● Input data:
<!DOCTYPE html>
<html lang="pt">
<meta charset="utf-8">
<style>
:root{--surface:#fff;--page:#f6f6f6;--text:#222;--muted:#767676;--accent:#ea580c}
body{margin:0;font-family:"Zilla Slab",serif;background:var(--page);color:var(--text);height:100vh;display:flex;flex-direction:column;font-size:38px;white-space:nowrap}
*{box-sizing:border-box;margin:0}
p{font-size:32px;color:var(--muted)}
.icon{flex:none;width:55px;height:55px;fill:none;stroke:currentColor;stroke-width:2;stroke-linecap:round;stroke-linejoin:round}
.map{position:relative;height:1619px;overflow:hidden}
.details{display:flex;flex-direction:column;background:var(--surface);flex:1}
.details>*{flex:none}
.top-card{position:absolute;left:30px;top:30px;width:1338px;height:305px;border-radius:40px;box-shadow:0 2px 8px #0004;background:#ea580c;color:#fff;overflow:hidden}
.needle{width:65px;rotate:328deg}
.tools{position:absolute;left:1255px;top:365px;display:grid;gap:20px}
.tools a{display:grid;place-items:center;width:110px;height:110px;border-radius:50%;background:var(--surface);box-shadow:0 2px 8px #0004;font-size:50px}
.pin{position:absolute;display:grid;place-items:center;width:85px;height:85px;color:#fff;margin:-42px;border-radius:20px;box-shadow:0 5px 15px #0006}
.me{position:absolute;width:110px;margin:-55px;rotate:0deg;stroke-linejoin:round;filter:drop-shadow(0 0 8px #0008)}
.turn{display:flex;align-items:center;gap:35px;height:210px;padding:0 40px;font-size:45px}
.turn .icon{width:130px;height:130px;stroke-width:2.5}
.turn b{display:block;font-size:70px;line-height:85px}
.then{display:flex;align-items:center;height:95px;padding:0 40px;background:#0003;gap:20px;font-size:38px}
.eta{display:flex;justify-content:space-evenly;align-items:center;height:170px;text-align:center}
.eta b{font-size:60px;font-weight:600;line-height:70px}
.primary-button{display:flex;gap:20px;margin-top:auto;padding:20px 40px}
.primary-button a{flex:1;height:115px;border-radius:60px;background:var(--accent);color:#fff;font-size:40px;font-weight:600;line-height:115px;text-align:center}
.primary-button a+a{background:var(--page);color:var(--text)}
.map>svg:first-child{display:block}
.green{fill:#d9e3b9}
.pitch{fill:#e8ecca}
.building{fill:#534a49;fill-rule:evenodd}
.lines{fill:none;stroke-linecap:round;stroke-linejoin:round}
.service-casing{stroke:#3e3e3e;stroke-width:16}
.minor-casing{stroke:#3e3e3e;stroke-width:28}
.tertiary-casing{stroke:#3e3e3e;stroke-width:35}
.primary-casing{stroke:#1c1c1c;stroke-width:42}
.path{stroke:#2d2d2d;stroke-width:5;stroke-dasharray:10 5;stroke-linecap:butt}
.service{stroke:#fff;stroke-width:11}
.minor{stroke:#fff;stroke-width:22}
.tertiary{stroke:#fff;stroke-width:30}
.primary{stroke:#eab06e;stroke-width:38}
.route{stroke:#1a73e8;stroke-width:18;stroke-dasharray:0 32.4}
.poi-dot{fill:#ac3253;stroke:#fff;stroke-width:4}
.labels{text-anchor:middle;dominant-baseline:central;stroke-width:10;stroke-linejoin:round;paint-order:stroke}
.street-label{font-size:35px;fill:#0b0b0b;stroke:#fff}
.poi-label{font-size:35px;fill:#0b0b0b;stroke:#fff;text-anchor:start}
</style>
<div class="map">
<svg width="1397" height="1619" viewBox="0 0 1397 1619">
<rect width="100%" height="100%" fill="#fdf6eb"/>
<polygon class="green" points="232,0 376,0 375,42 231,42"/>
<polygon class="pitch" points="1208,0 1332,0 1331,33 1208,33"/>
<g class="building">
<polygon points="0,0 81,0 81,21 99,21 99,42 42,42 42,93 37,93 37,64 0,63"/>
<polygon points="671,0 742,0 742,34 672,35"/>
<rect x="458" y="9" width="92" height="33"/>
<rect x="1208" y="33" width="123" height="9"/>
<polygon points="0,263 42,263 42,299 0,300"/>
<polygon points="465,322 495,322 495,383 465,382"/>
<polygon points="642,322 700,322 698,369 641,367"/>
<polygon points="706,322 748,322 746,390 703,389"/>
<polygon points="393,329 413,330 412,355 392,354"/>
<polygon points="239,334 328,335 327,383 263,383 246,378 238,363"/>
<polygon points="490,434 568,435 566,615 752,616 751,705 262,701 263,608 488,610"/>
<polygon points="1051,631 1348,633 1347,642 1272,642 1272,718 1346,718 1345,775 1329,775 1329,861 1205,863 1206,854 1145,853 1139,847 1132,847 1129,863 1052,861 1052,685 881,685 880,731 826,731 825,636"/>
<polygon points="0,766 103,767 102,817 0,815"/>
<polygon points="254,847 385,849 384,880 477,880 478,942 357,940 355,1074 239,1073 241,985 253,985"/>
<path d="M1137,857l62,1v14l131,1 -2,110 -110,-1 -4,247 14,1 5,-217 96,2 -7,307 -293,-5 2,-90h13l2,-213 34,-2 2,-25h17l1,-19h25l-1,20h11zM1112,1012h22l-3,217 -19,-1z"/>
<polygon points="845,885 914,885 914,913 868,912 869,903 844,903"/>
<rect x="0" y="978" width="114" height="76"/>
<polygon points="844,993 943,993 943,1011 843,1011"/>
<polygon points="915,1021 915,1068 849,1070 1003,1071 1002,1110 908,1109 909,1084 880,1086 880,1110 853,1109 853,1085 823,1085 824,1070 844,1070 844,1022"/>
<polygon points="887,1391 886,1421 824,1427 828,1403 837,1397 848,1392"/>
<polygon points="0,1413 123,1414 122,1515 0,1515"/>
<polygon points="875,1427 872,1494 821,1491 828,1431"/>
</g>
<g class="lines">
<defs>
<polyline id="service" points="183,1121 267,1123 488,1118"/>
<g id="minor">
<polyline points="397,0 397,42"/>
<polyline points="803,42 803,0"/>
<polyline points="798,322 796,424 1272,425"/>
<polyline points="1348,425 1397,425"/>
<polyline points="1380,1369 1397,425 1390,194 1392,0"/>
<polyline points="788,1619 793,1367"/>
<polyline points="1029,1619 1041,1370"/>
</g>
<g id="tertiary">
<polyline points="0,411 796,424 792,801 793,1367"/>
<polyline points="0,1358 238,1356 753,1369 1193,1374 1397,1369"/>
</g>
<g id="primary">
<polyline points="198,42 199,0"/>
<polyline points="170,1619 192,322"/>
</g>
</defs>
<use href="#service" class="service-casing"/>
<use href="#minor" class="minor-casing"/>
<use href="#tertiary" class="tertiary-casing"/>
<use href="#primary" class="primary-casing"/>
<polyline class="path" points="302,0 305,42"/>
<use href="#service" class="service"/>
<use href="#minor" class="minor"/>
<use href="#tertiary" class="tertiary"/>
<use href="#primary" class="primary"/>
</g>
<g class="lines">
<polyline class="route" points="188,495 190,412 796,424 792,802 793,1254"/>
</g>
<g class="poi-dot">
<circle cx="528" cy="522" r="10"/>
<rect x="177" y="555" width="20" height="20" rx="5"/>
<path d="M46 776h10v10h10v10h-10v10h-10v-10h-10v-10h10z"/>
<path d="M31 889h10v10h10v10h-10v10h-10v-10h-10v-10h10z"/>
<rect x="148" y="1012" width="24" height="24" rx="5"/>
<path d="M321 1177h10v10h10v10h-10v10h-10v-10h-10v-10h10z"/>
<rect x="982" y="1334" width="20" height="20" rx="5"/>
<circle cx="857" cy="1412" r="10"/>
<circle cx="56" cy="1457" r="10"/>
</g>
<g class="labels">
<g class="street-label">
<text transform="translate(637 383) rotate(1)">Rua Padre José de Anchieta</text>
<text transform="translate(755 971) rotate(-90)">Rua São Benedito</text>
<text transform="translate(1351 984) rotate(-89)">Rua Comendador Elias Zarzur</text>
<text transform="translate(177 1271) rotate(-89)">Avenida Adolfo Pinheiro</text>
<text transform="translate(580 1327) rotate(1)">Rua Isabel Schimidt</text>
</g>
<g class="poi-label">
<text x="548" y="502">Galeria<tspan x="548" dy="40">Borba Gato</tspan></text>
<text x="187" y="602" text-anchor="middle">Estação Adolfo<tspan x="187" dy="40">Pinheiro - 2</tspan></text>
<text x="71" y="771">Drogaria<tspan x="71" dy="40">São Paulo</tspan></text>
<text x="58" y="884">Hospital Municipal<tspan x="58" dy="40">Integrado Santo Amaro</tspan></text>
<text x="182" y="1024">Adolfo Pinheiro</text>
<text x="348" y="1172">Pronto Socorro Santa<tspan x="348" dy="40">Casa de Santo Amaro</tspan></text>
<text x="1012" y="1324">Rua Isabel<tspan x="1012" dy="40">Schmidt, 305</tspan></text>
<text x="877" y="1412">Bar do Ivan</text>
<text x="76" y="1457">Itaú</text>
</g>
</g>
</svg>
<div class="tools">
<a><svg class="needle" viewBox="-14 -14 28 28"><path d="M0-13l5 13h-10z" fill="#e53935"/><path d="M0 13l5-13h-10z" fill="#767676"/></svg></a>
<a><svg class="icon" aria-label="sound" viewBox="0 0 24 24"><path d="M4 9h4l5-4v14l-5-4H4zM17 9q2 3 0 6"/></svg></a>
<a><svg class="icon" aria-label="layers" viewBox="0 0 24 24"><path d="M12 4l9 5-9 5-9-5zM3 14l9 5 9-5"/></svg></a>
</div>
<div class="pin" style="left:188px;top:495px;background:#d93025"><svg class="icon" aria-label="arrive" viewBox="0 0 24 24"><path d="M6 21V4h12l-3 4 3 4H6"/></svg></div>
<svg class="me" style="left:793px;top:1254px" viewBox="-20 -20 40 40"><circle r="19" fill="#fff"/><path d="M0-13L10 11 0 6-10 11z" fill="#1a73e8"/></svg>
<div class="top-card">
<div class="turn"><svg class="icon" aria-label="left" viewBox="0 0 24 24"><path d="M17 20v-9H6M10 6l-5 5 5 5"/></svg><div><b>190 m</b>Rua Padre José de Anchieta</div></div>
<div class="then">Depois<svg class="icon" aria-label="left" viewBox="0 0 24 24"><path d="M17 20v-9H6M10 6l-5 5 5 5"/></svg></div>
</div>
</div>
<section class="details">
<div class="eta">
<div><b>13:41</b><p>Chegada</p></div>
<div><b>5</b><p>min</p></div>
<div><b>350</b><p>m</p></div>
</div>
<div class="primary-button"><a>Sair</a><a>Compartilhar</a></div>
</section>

● What to produce: Return only the lines running from the line with "<div><b>350</b><p>m</p></div>" to the last line of the records, both included, exactly as written.

● Exercise solution:
<div><b>350</b><p>m</p></div>
</div>
<div class="primary-button"><a>Sair</a><a>Compartilhar</a></div>
</section>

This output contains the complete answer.